→ **Collected data entries**
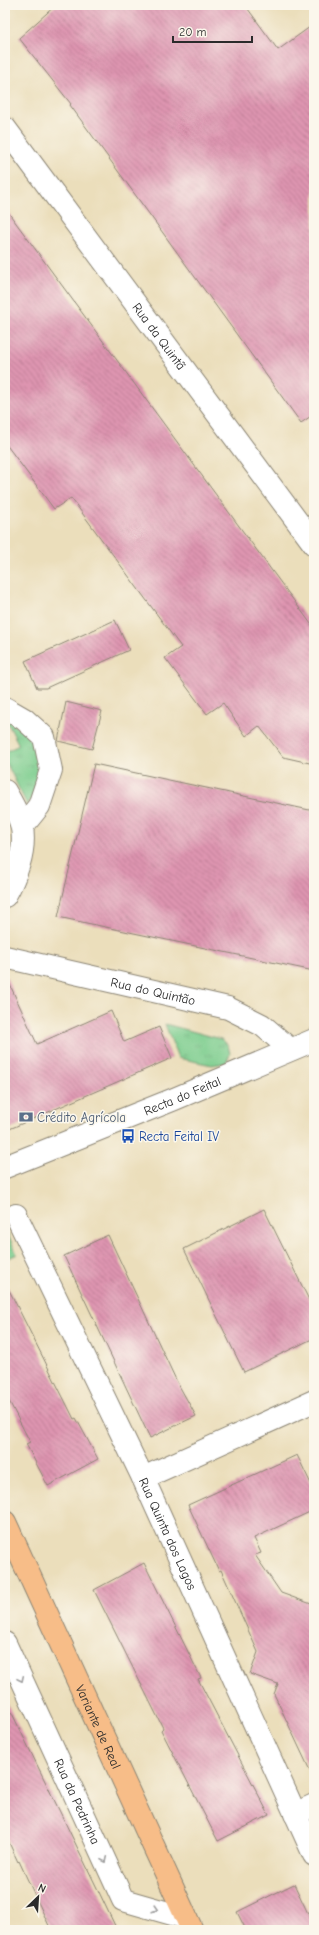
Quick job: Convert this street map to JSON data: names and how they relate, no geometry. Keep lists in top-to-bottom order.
{
  "streets": {
    "main road": ["Variante de Real"],
    "street": [
      "Rua da Quintã",
      "Rua do Quintão",
      "Recta do Feital",
      "Rua Quinta dos Lagos",
      "Rua da Pedrinha"
    ]
  },
  "crossings": [
    ["Rua do Quintão", "Recta do Feital"],
    ["Variante de Real", "Rua da Pedrinha"]
  ],
  "one_way": ["Rua da Pedrinha"],
  "places": {
    "bank": ["Crédito Agrícola"],
    "bus stop": ["Recta Feital IV"]
  },
  "scale_bar": "20 m",
  "north": "top right"
}
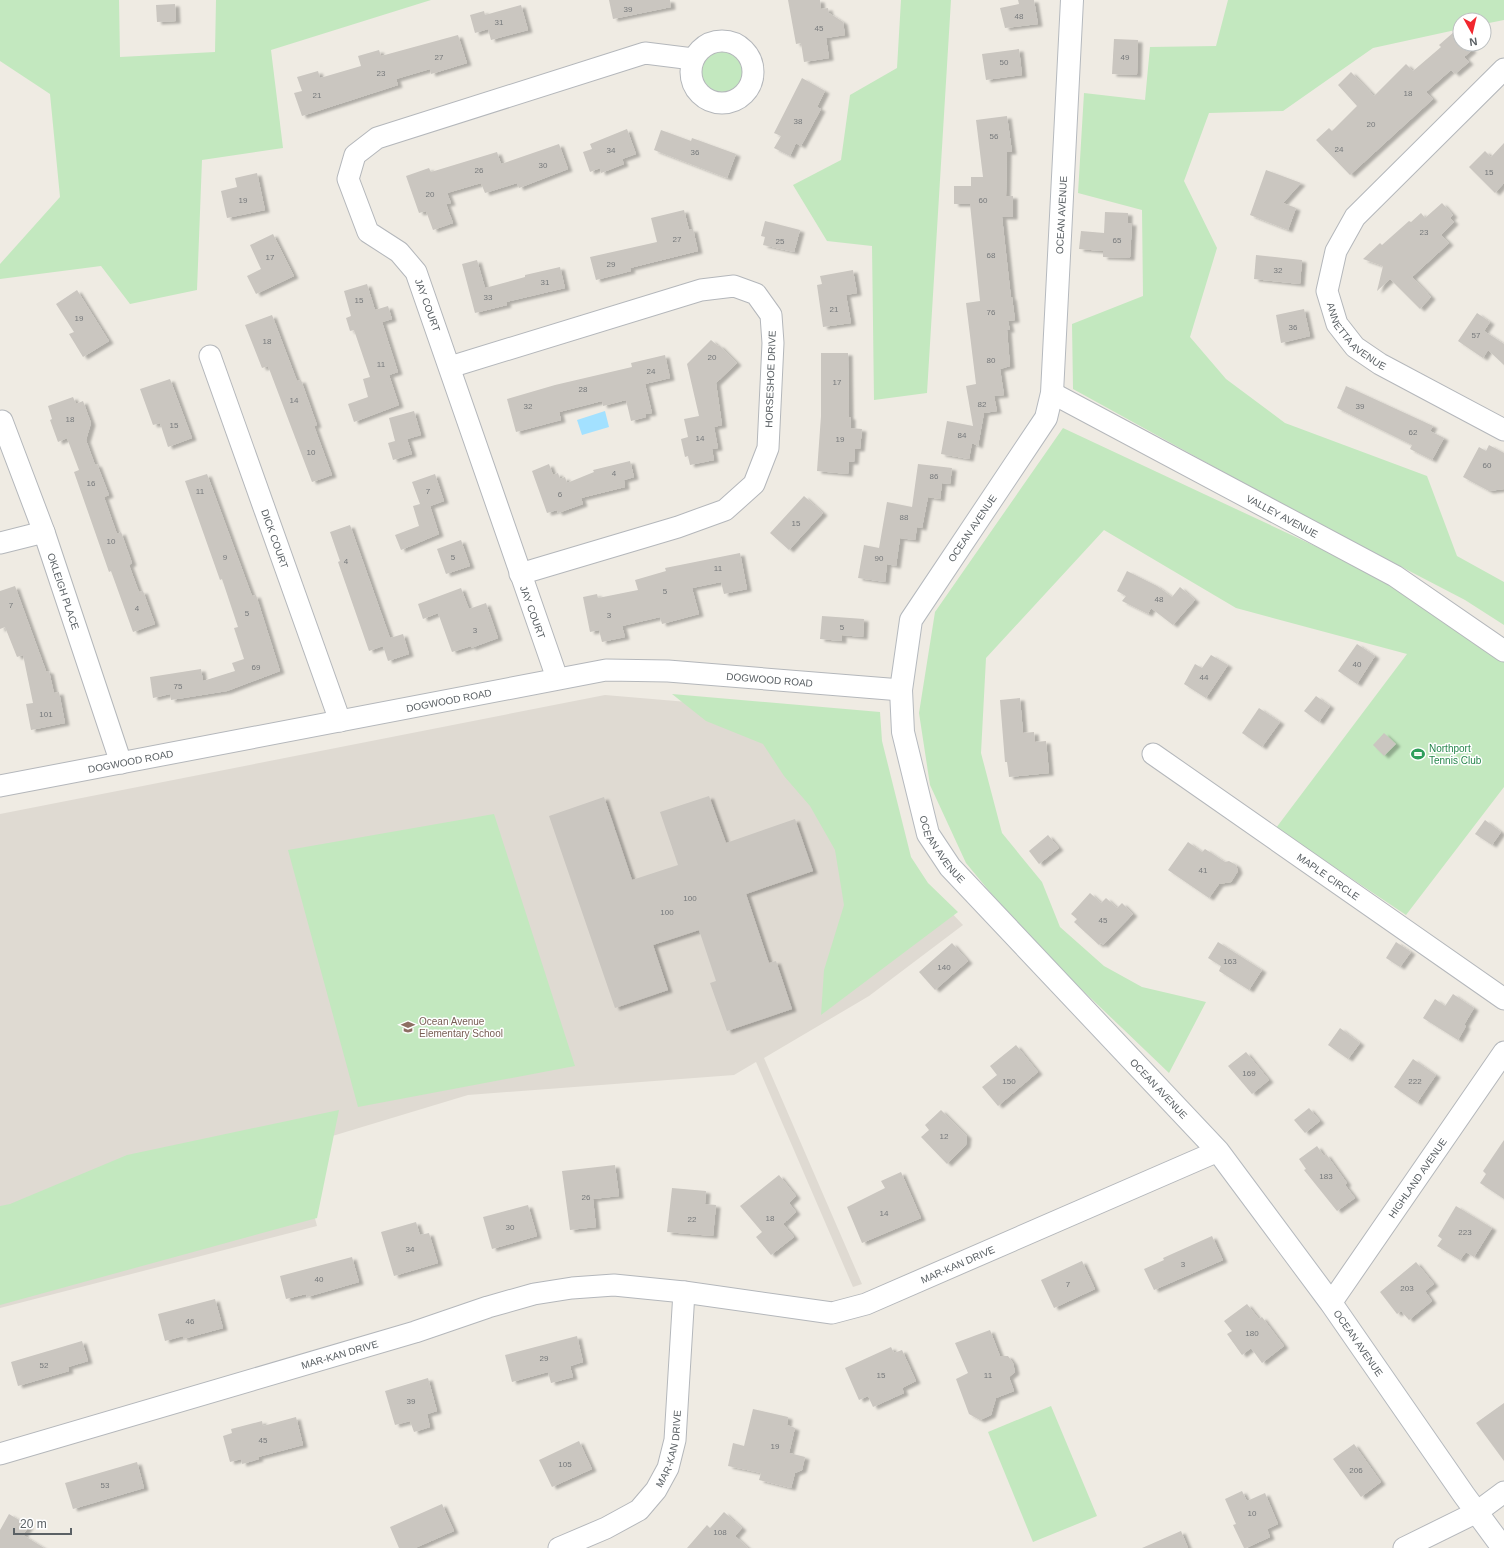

→ **Brief**
Please copy the preceding records exactly and omit the images.

→ **Response area**
Quick job: Convert this street map to JSON data: names and how they relate, no geometry. Keep lists in top-to-bottom order.
{
  "streets": {
    "main road": ["Variante de Real"],
    "street": [
      "Rua da Quintã",
      "Rua do Quintão",
      "Recta do Feital",
      "Rua Quinta dos Lagos",
      "Rua da Pedrinha"
    ]
  },
  "crossings": [
    ["Rua do Quintão", "Recta do Feital"],
    ["Variante de Real", "Rua da Pedrinha"]
  ],
  "one_way": ["Rua da Pedrinha"],
  "places": {
    "bank": ["Crédito Agrícola"],
    "bus stop": ["Recta Feital IV"]
  },
  "scale_bar": "20 m",
  "north": "top right"
}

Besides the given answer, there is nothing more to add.